Certes, la consultation n’est pas pareil, mais lorsqu’on va en parler dans les établissements par le biais de conférences, c’est la même chose : on parle du groupe, de la réaction à adopter… On insiste énormément et quasiment uniquement sur ce groupe, car c’est le véritable cœur du problème.

Le but des sensibilisations est de dire que la peur et la honte doivent changer de camp. La violence n’est pas normale.

Vous savez, un harceleur va s’attaquer à une personne, mais il ne va pas s’attaquer au groupe entier. La force du groupe peut être très négative si elle se rattache au harceleur, mais l’énergie du groupe est positive dès lors qu’elle prend la défense du harcelé. Tout peut alors basculer, c’est ça qu’on a du mal à inculquer…

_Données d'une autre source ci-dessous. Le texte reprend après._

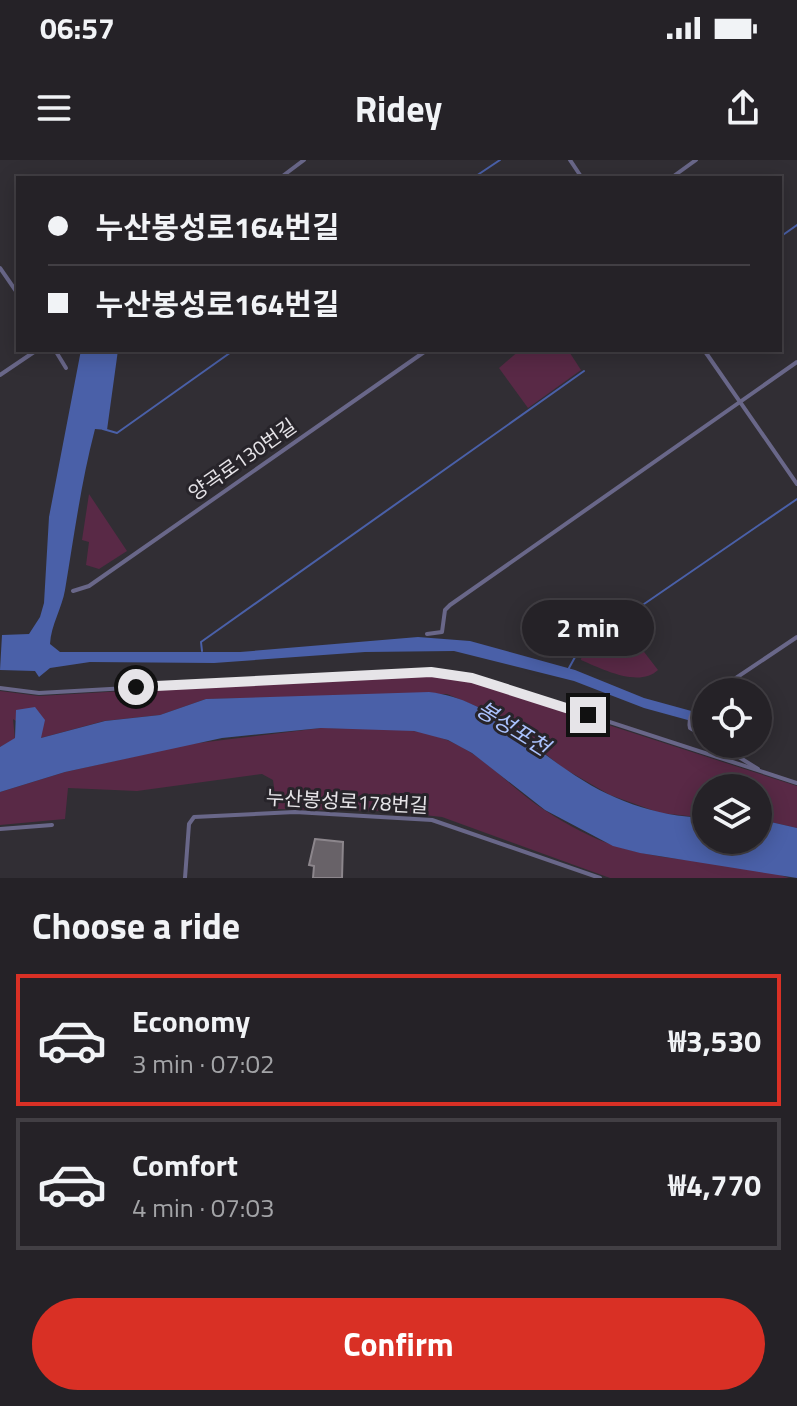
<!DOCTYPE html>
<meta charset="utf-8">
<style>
body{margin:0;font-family:"Titillium Web","Noto Sans KR",sans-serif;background:#2d2a2f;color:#f1f3f6;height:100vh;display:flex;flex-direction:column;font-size:30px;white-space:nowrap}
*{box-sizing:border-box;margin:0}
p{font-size:26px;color:#a3a4a7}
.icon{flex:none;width:44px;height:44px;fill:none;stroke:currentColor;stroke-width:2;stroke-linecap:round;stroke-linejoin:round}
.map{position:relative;height:718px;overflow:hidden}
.sheet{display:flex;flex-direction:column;background:#252227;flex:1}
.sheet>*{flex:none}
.guide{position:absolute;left:16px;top:16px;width:766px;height:176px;border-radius:0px;box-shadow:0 4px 20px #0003,0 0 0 2px #423f44;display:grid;align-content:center;height:176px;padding:0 32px;background:#252227}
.fabs{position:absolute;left:692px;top:518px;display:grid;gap:16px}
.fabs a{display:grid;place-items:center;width:80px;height:80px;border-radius:50%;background:#252227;box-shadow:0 4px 20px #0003,0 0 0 2px #423f44;font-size:40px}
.end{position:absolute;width:36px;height:36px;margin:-18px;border:10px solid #e6e4e8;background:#111;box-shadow:0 0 0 4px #111}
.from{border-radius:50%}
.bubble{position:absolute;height:56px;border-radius:28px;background:#252227;box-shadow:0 4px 20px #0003,0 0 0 2px #423f44;font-size:26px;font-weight:700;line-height:56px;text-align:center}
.guide b{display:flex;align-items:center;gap:28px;height:76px;font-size:30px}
.guide b+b{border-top:2px solid #423f44}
.guide i{width:20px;height:20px;background:#f1f3f6}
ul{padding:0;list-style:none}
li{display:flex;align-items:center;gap:24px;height:132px;margin:0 16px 12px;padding:0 16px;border:4px solid #423f44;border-radius:0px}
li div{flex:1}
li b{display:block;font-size:30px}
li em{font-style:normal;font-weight:700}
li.current{border-color:#d93025}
li>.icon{width:72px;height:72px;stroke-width:1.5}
h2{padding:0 32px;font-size:36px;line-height:96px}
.primary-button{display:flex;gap:16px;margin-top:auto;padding:16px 32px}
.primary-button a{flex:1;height:92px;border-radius:48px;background:#d93025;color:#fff;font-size:32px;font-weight:700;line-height:92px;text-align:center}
.status{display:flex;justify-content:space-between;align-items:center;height:56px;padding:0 40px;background:#252227;direction:ltr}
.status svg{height:22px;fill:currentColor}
header{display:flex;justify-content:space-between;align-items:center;height:104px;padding:0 32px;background:#252227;font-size:36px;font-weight:700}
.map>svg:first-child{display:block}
</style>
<div class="status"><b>06:57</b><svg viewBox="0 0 49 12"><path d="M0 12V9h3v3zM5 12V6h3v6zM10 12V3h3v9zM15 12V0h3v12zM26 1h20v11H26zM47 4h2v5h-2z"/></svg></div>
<header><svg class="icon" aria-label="menu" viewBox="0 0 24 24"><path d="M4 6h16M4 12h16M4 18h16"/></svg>Ridey<svg class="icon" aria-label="share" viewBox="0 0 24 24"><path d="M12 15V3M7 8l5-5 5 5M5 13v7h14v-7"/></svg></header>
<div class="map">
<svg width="797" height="718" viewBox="0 0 797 718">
<rect width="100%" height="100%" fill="#312e34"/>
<!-- green -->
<g fill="#592946">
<path d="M520 190H568L581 210 528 248 499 208Z"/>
<path d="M89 334 127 391 99 409 86 405 89 382 82 380Z"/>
<path d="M635 456 652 479 641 488 658 510C639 528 602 509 581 500L582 493Z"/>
<path d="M377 516 432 515 466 519 797 626V668L758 659V628H706V658L660 653 610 635 563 608 497 555 447 534 206 539 160 555 104 561 41 578 13 559 15 579 0 587V531L39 536Z"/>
<path d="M321 568C362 569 408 564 447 580 486 596 511 629 546 651 566 664 593 679 616 686 672 705 734 698 789 718H610L442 657 388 651 277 649 273 620 262 614 137 631 68 628 65 659 0 665V632L65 612 190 584Z"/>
</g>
<!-- water -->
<g fill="#4a60a8">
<path d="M81 190H118L107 270 95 269C81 323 74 376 65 430 62 448 51 465 50 484L60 492H240L418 477 470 481 575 510 644 538 706 555V565L644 548 574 521 454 491 365 492 214 503 90 502 50 508 39 517 35 511 0 510 2 475 29 474 40 457 44 443 49 357Z"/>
<path d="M429 532C488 539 520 579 567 610 610 640 654 656 706 658V680H758V659L797 668V718L640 693 613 686 545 650 472 593 448 580 414 571 321 568 222 578 65 612 0 632V587L15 578 16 550 35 547 45 560 41 578 105 561 160 555 206 539Z"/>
</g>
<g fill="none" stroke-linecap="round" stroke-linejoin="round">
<!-- stream -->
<g stroke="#4a60a8" stroke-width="2">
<path d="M473 18 500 0"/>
<path d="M780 77 797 65"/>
<path d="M103 269 117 273 234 190"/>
<path d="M202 491 201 482 584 211"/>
<path d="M569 508 580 488 797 339"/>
</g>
</g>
<!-- building -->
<path fill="#686268" stroke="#8c868c" stroke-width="2" d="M315 679 343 682 342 718H313L314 706 309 705Z"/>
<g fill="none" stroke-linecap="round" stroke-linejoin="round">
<!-- lane -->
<g stroke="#696789" stroke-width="4">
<path d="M570 0 582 18"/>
<path d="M280 18 304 0"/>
<path d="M671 18 696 0"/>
<path d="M0 108 18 134"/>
<path d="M55 190 66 208"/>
<path d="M704 190 797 324"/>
<path d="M0 215 37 190"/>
<path d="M73 431 89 426 427 190"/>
<path d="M427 474 442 472 445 450 450 445 797 202"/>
<path d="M0 528 39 533 410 512 449 514 484 521 797 623"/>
<path d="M715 532 797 477"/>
<path d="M706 538C697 545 687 555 690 568L706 577"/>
<path d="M718 584 758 609"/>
<path d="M0 669 52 665"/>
<path d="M185 718 189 664 194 657 295 652 432 660 600 718"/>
</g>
</g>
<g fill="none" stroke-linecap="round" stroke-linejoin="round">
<!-- route -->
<path stroke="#e6e4e8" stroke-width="10" d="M136 527 431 512 472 518 588 555"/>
</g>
<g text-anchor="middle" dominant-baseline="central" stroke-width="6" stroke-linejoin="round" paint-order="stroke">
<!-- street labels -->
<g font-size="20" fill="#e6e4e8" stroke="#27242a">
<text transform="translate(242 299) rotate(-35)">양곡로130번길</text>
<text transform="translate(347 641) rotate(3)">누산봉성로178번길</text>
</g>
<!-- water labels -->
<g font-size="22" font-style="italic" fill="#abc2fd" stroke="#27242a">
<text transform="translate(513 568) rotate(32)">봉성포천</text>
</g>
</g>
</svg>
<div class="fabs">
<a><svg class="icon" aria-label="locate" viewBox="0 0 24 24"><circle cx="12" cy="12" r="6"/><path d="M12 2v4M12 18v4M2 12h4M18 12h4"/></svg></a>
<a><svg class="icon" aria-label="layers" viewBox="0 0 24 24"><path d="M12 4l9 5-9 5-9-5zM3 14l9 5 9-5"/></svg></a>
</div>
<i class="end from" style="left:136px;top:527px"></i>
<i class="end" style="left:588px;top:555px"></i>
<div class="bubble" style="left:522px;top:440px;width:132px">2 min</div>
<div class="guide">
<b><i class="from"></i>누산봉성로164번길</b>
<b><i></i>누산봉성로164번길</b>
</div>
</div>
<section class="sheet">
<h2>Choose a ride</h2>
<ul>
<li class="current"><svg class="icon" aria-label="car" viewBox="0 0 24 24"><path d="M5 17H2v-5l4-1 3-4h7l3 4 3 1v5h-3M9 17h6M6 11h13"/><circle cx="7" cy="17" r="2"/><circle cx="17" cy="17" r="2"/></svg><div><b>Economy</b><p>3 min · 07:02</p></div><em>₩3,530</em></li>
<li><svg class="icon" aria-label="car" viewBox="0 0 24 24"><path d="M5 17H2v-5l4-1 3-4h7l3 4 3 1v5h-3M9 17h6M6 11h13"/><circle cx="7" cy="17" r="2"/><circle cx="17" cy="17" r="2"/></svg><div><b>Comfort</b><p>4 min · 07:03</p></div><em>₩4,770</em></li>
</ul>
<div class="primary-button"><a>Confirm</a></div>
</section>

On le dit moins, le harcèlement est puni par la loi, c’est un délit pour les enfants de plus de 13 ans (passible de peines de prison et amendes) : vous êtes experte auprès des tribunaux du Luxembourg, quel est votre rôle exactement ?

Cette loi n’existe qu’en France depuis avril 2014 (pas au Luxembourg). En conséquence, j’interviens au tribunal pour des affaires qui ne concernent pas le harcèlement scolaire (sur la famille en général, pour les divorces ou autres).

Le thème du harcèlement scolaire est assez présent dans les médias en ce moment, n’avez vous pas peur que cet effet de « mode » s’arrête ? D’autre part, les acteurs du harcèlement scolaire s’exprimant assez régulièrement, avez-vous la sensation de faire bouger les choses ?

C’est vrai que ces derniers temps, les médias commencent à s’intéresser à ce fléau en dehors de la rentrée scolaire. Maintenant, nous intervenons régulièrement tout au long de l’année. On bouge un peu les lignes, mais c’est comme tout, les mentalités sont assez ancrées. Nos 10 propositions adressées au ministre de l’éducation nationale n’ont semblent-ils pas trouvé écho puisqu’elles n’apparaissent pas dans la dernière réforme, c’est dommage. On va continuer à se battre pour enfin faire baisser ces statistiques insupportables.

D’après vous, le 30.20, qui est le numéro national contre le harcèlement, est-il efficace ?

Malheureusement non. Malgré le fait que ce sont des professionnels de santé (psychologues) au bout du fil qui connaissent le sujet, ils sont débordés, car il manque du personnel. De ce fait, il y a beaucoup d’appels qui n’obtiennent pas de réponse.

Concrètement, avec Marion la main tendue, vous proposez des ateliers de confiance en soi pour les jeunes enfants (dès 6 ans), il s’agit de les mettre en situation et de leur apprendre à s’accepter.

Et un second « Stop bullying and Go on » pour permettre à l’enfant de réagir en cas de violence. Les parents y sont également conviés pour échanger et se donner des conseils entre-eux. Qui vient ?

En règle générale, ce sont surtout des individus confrontés et qui connaissent le sujet. Certains parents souhaitent que leur enfant participe aux ateliers en prévention (en particulier pour les CM2 avant l’entrée au collège, car une vraie crainte existe à ce niveau là). Dans ce cas précis, ils viennent pour avoir des outils pour se défendre eux-mêmes et détecter une situation anormale.